A fruity, spicy, refreshing version of an American IPA, but with a lighter color, less body, and featuring either the distinctive yeast and/or spice additions typical of a Belgian witbier.
Pale to deep golden color, typically hazy. Moderate to large, dense white head that persists.
Light malt flavor, perhaps a bit bready. Fruity esters are moderate to high, with citrus flavors similar to grapefruit and orange, or stone fruit like apricot. Sometimes banana-like flavors are present. Hop flavor is medium-low to medium-high with citrusy or fruity aspects. Some spicy clove-like flavors from Belgian yeast may be present. Coriander and orange peel flavors may be found as well. Bitterness is high which leads to a moderately dry, refreshing finish.

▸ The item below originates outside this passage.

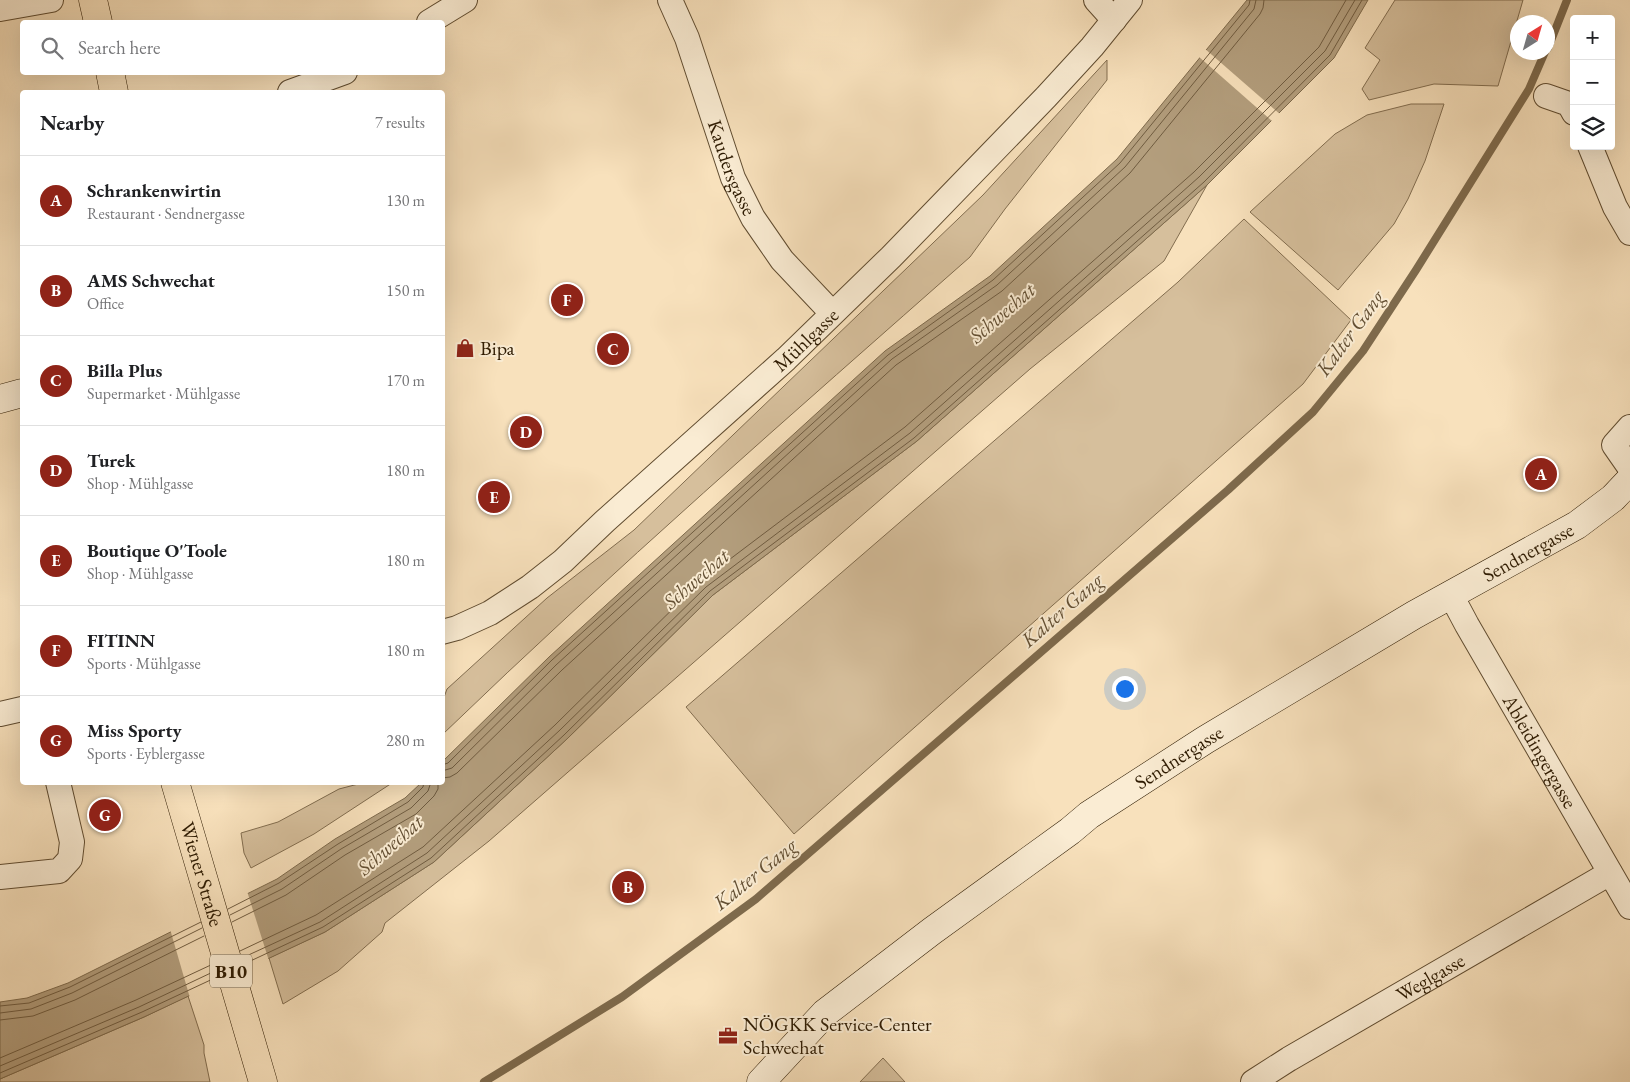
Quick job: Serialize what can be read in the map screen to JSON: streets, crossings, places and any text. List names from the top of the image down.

Moderate fruity esters - banana, citrus, perhaps apricot. May have light to moderate spice aroma such as coriander or pepper from actual spice additions and/or Belgian yeast. Hop aroma is moderately-low to medium, usually American or New World type with stone fruit, citrus and tropical aromas. Esters and spices may reduce hop aroma perception. Light clove-like phenolics may be present.
Medium-light body with medium to medium-high carbonation. Typically no astringency, although highly spiced examples may exhibit a light astringency which is not distracting.

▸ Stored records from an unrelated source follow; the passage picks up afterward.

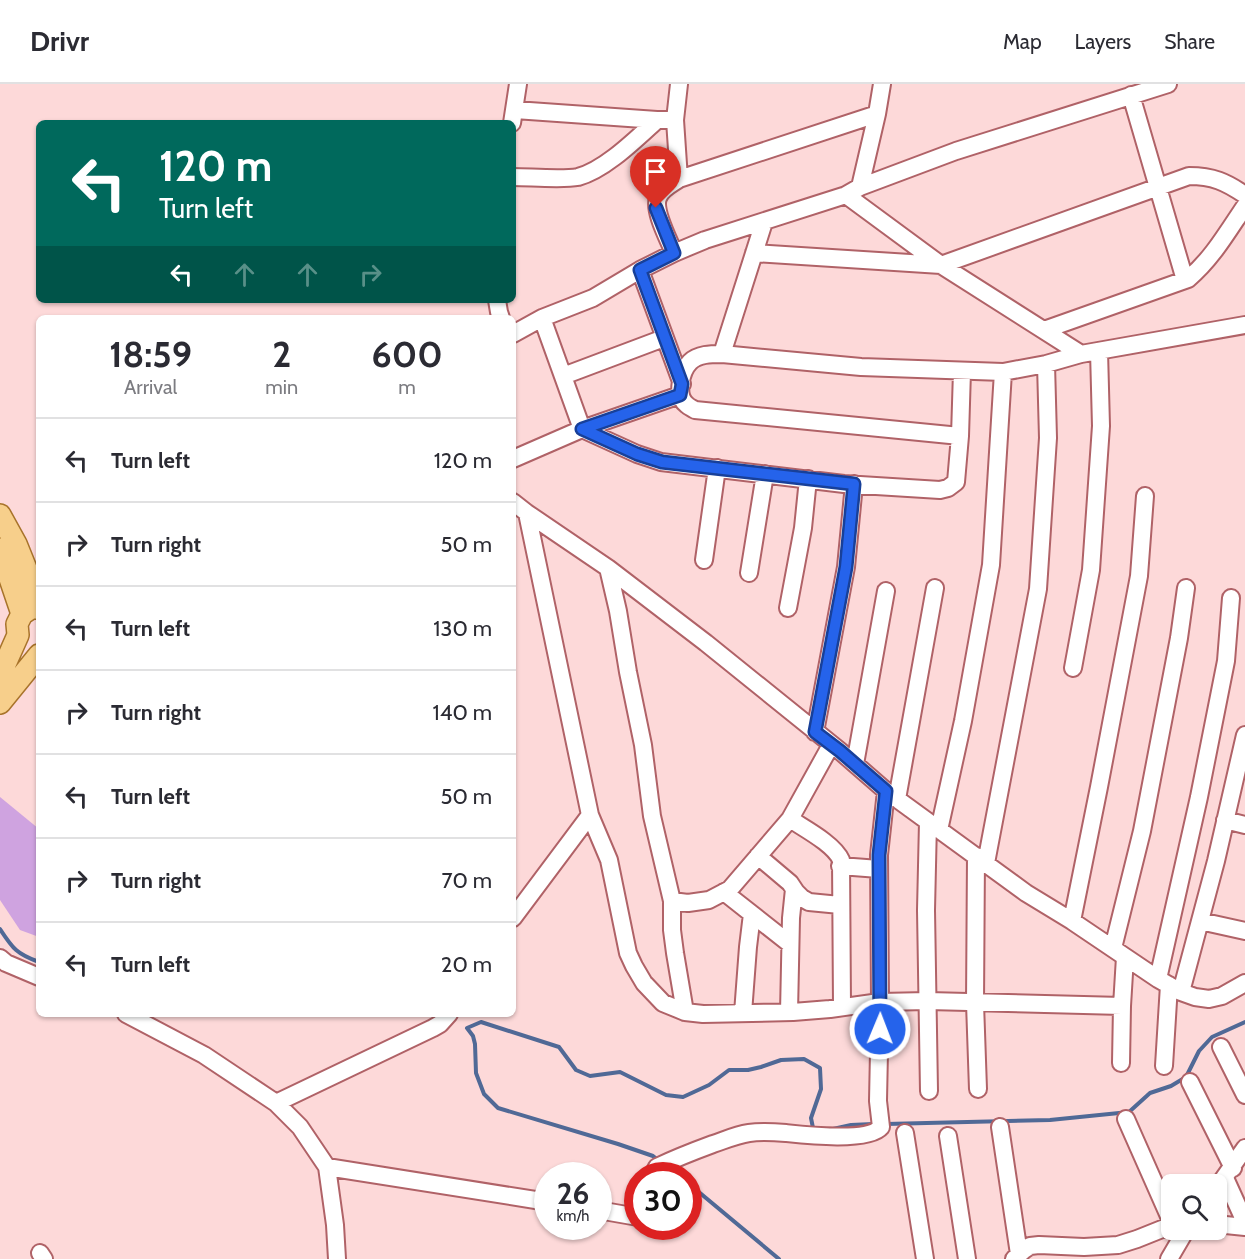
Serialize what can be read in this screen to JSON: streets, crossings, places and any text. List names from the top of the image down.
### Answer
{
  "page": {
    "header": "Drivr",
    "nav": ["Map", "Layers", "Share"],
    "turn": ["120 m", "Turn left"],
    "eta": [
      "18:59",
      "Arrival",
      "2",
      "min",
      "600",
      "m"
    ],
    "list": [
      {
        "name": "Turn left",
        "value": "120 m"
      },
      {
        "name": "Turn right",
        "value": "50 m"
      },
      {
        "name": "Turn left",
        "value": "130 m"
      },
      {
        "name": "Turn right",
        "value": "140 m"
      },
      {
        "name": "Turn left",
        "value": "50 m"
      },
      {
        "name": "Turn right",
        "value": "70 m"
      },
      {
        "name": "Turn left",
        "value": "20 m"
      }
    ],
    "speed": "26 km/h",
    "limit": "30"
  }
}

A craft beer interpretation of American IPA crossed with a witbier.
American craft brewers developed the style as a late winter/spring seasonal beer to appeal to Wit and IPA drinkers alike.
Pale and wheat malts, Belgian yeast, citrusy American type hops.
Similar to a Belgian Wit style except highly hopped to the level of an American IPA. Bitter and hoppy like the IPA but fruity, spicy and light like the Wit. Typically the hop aroma and flavor are not as prominent as in an American IPA.